It Does Not Follow

Sometimes, when I wake Ian in the mornings, he’ll greet me with ‘It’s a sunny day?’ or ‘I’m done with my nap?’ or ‘Good morning!’. Very rarely he’ll smile and exclaim, ‘I love you!’, which is how all fathers should be greeted.

More often, though, Ian will begin his day with an enigmatic non-sequitur, as if we were in the middle of a conversation.

‘But the bugs can’t get out, Daddy.’

‘Monsters need to play,’ and he shrugs at its finality.

Yesterday he rubbed his eyes and said, ‘The dinosaur is fun!’

I lifted Ian from his bed. ‘What dinosaur, kiddo?’

‘A big dinosaur! He played with me!’

‘Neat! Was this a dream?’

‘Yeah! I dreamed, and the dinosaur played with me!’ Very exciting.

‘What was his name?’

‘Max.’

‘Yeah? What color was he?’

‘Black! And he had to live in a cave.’ Ian loves things living in caves, probably because many of Grammie’s stories involve things living in caves. Or so he thinks.
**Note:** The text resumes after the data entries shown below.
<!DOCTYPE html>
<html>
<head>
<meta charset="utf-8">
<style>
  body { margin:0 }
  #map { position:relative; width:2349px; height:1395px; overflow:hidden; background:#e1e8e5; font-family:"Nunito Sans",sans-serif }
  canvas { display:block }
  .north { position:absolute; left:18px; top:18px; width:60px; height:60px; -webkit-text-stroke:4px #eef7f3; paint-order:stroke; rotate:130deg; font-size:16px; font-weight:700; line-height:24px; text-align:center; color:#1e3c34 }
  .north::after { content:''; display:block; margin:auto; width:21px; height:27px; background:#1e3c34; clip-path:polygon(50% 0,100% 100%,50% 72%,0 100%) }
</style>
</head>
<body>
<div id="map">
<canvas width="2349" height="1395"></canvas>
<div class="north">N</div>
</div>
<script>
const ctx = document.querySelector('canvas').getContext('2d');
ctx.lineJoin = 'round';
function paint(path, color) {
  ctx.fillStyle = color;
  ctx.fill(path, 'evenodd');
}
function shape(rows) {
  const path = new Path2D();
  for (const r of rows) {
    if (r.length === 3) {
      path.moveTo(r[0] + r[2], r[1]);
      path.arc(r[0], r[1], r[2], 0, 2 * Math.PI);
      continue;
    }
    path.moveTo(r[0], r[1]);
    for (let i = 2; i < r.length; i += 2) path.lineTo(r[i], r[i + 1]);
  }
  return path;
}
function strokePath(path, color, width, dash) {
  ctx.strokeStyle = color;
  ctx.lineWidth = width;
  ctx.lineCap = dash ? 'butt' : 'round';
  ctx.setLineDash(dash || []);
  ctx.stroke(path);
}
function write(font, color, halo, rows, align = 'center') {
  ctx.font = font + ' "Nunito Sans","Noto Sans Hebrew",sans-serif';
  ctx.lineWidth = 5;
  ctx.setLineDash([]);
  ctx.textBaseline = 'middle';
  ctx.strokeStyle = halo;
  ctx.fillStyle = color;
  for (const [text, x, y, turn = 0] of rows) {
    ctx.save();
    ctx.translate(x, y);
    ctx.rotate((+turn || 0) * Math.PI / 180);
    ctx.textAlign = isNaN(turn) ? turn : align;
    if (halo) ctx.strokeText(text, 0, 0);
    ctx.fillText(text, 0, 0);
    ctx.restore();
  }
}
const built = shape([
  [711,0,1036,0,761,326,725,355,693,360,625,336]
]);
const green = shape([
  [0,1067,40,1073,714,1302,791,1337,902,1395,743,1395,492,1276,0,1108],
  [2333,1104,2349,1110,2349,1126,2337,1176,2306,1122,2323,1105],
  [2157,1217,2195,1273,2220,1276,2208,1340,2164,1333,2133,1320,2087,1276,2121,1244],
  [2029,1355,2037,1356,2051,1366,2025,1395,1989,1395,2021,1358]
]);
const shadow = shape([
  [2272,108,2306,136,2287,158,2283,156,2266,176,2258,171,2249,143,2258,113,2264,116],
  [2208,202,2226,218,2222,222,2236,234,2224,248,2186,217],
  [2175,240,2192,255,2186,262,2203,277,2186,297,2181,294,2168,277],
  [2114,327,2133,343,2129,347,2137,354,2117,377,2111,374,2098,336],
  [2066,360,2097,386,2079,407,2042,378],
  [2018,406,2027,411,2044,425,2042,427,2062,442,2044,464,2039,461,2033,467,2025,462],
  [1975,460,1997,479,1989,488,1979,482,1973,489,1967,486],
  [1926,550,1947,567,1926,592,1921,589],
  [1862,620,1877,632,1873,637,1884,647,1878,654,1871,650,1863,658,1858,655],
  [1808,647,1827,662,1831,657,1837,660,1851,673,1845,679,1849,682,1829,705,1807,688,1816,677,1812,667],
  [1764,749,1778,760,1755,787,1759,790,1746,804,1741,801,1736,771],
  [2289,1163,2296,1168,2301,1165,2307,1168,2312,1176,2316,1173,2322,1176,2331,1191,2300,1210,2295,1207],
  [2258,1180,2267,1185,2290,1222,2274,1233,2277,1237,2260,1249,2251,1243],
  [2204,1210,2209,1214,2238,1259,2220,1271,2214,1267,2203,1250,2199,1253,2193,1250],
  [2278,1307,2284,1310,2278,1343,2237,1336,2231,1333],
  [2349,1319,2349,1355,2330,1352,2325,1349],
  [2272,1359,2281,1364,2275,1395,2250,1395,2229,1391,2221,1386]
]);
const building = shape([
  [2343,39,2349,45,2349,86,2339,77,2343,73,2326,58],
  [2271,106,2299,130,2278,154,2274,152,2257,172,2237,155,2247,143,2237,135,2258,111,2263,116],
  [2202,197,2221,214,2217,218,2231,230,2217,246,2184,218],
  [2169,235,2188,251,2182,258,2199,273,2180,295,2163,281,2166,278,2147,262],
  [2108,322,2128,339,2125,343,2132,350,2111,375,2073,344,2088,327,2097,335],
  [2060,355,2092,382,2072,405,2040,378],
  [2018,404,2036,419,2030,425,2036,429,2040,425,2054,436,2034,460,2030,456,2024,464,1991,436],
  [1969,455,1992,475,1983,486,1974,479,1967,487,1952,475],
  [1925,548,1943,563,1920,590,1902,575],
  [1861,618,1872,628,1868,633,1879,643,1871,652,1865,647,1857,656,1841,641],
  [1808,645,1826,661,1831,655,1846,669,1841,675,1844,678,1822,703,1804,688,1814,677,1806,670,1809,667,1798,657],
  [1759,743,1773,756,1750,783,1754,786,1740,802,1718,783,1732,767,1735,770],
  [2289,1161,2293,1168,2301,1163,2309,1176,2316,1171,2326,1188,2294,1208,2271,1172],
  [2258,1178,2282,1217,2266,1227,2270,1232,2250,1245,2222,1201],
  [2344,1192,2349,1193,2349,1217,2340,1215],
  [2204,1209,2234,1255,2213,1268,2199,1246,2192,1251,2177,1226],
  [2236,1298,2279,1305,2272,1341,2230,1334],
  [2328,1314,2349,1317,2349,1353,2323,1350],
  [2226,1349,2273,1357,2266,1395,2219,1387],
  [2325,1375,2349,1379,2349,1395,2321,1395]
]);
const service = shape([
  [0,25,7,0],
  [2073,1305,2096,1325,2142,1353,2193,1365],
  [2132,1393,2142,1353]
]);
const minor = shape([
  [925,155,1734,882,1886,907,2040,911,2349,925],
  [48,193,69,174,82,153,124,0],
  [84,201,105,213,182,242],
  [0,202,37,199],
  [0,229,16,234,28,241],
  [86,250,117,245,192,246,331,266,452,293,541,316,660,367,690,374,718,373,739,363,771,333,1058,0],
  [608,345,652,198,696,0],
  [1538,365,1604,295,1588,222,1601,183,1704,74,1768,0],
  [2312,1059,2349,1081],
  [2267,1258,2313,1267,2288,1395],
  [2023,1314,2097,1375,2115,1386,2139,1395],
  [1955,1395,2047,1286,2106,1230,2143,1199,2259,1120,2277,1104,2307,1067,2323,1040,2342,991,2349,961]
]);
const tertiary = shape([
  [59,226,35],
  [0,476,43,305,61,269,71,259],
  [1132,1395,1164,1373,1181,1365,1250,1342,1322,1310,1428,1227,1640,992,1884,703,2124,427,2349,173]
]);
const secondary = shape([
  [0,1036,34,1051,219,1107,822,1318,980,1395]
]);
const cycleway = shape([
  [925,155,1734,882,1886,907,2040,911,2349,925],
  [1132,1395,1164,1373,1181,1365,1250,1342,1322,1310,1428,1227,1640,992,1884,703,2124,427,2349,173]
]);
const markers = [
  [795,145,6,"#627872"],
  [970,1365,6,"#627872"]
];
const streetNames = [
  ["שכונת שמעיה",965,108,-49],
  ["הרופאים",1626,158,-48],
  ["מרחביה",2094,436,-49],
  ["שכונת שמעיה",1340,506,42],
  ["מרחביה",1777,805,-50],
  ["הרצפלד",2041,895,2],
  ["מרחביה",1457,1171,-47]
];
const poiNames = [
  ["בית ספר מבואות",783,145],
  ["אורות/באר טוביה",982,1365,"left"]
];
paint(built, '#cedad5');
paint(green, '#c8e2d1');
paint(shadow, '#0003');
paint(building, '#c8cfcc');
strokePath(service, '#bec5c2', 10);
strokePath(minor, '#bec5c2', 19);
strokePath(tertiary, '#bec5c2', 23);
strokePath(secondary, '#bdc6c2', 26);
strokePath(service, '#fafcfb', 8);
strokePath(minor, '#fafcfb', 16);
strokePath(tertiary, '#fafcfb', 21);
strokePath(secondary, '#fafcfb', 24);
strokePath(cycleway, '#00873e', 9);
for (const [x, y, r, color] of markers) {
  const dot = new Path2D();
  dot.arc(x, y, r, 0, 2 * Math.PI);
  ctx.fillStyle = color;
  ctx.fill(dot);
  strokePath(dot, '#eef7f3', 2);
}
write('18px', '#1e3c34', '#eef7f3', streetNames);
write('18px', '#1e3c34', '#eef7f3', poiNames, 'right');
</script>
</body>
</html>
Max also had pictures drawn on his walls, and liked to snuggle.

This dream was so vivid, so exciting, so riveting, that Ian had to tell Kelly. And Grammie and Grandpa. And the church choir members. And his Sunday School teacher. And anyone who caught his eye. Again. And again. And again. And again.

Imagination is a wonderful, if persistent, thing.